--- START ---
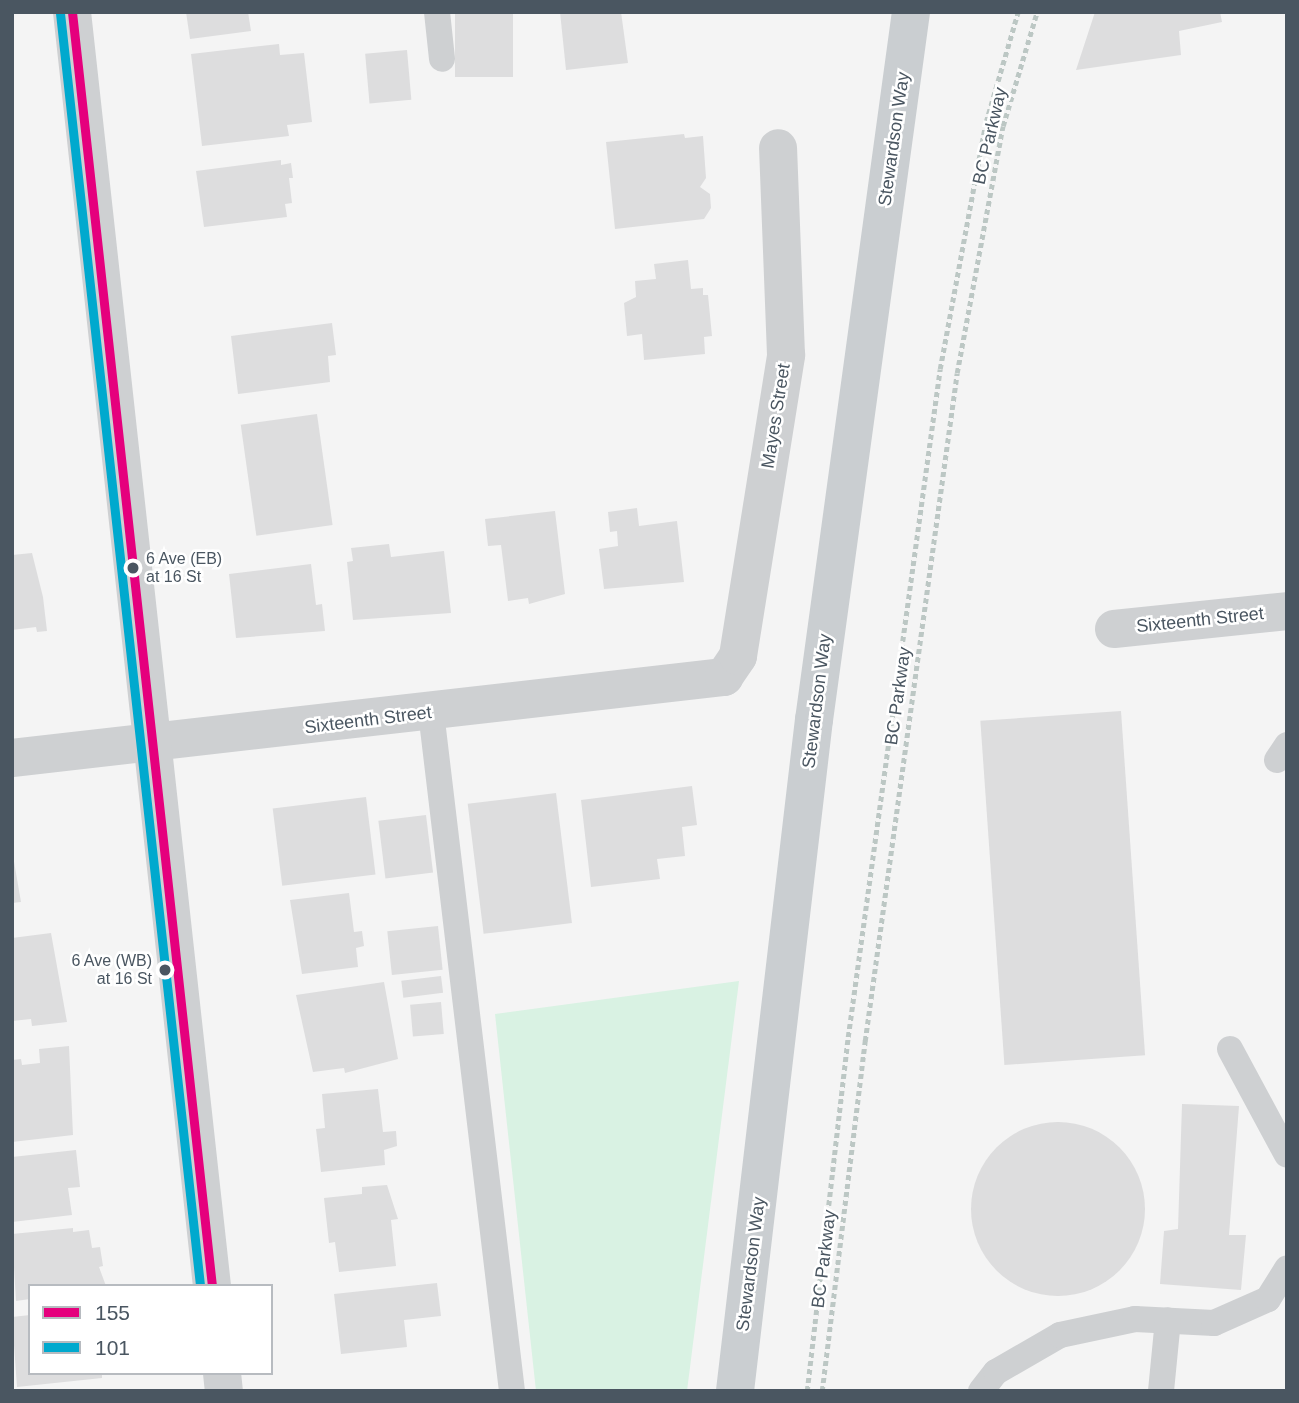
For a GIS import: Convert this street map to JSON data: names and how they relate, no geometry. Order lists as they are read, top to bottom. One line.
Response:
--- END ---
--- START ---
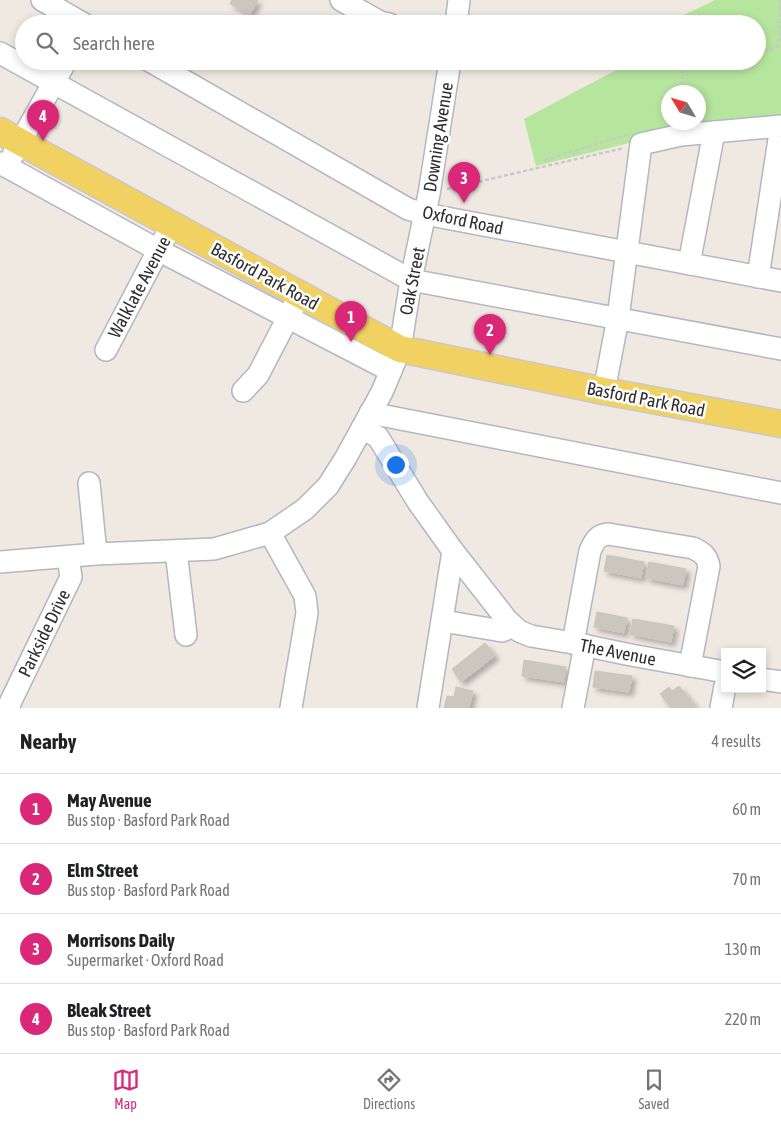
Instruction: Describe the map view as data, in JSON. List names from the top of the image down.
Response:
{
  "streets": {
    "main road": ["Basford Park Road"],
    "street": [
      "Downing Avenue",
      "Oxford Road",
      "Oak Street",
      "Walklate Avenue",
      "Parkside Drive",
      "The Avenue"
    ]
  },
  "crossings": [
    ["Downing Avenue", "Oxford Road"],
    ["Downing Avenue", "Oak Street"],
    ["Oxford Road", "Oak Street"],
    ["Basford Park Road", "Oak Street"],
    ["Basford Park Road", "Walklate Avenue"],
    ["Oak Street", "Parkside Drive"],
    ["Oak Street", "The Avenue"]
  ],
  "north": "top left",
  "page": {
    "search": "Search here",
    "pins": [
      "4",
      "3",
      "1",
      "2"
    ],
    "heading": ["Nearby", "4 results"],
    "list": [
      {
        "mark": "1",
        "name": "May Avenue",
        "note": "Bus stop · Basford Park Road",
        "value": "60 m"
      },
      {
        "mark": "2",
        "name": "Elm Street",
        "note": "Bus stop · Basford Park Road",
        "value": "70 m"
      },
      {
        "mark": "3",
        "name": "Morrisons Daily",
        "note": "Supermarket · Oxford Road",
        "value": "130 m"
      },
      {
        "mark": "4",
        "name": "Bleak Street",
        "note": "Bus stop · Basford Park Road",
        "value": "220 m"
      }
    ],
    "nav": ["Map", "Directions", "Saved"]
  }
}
--- END ---
# TASK DIRECTIONS
Return a copy of each line in the entries that contains "data".

# RESPONSE AREA
For a GIS import: Convert this street map to JSON data: names and how they relate, no geometry. Order lists as they are read, top to bottom. One line.
Instruction: Describe the map view as data, in JSON. List names from the top of the image down.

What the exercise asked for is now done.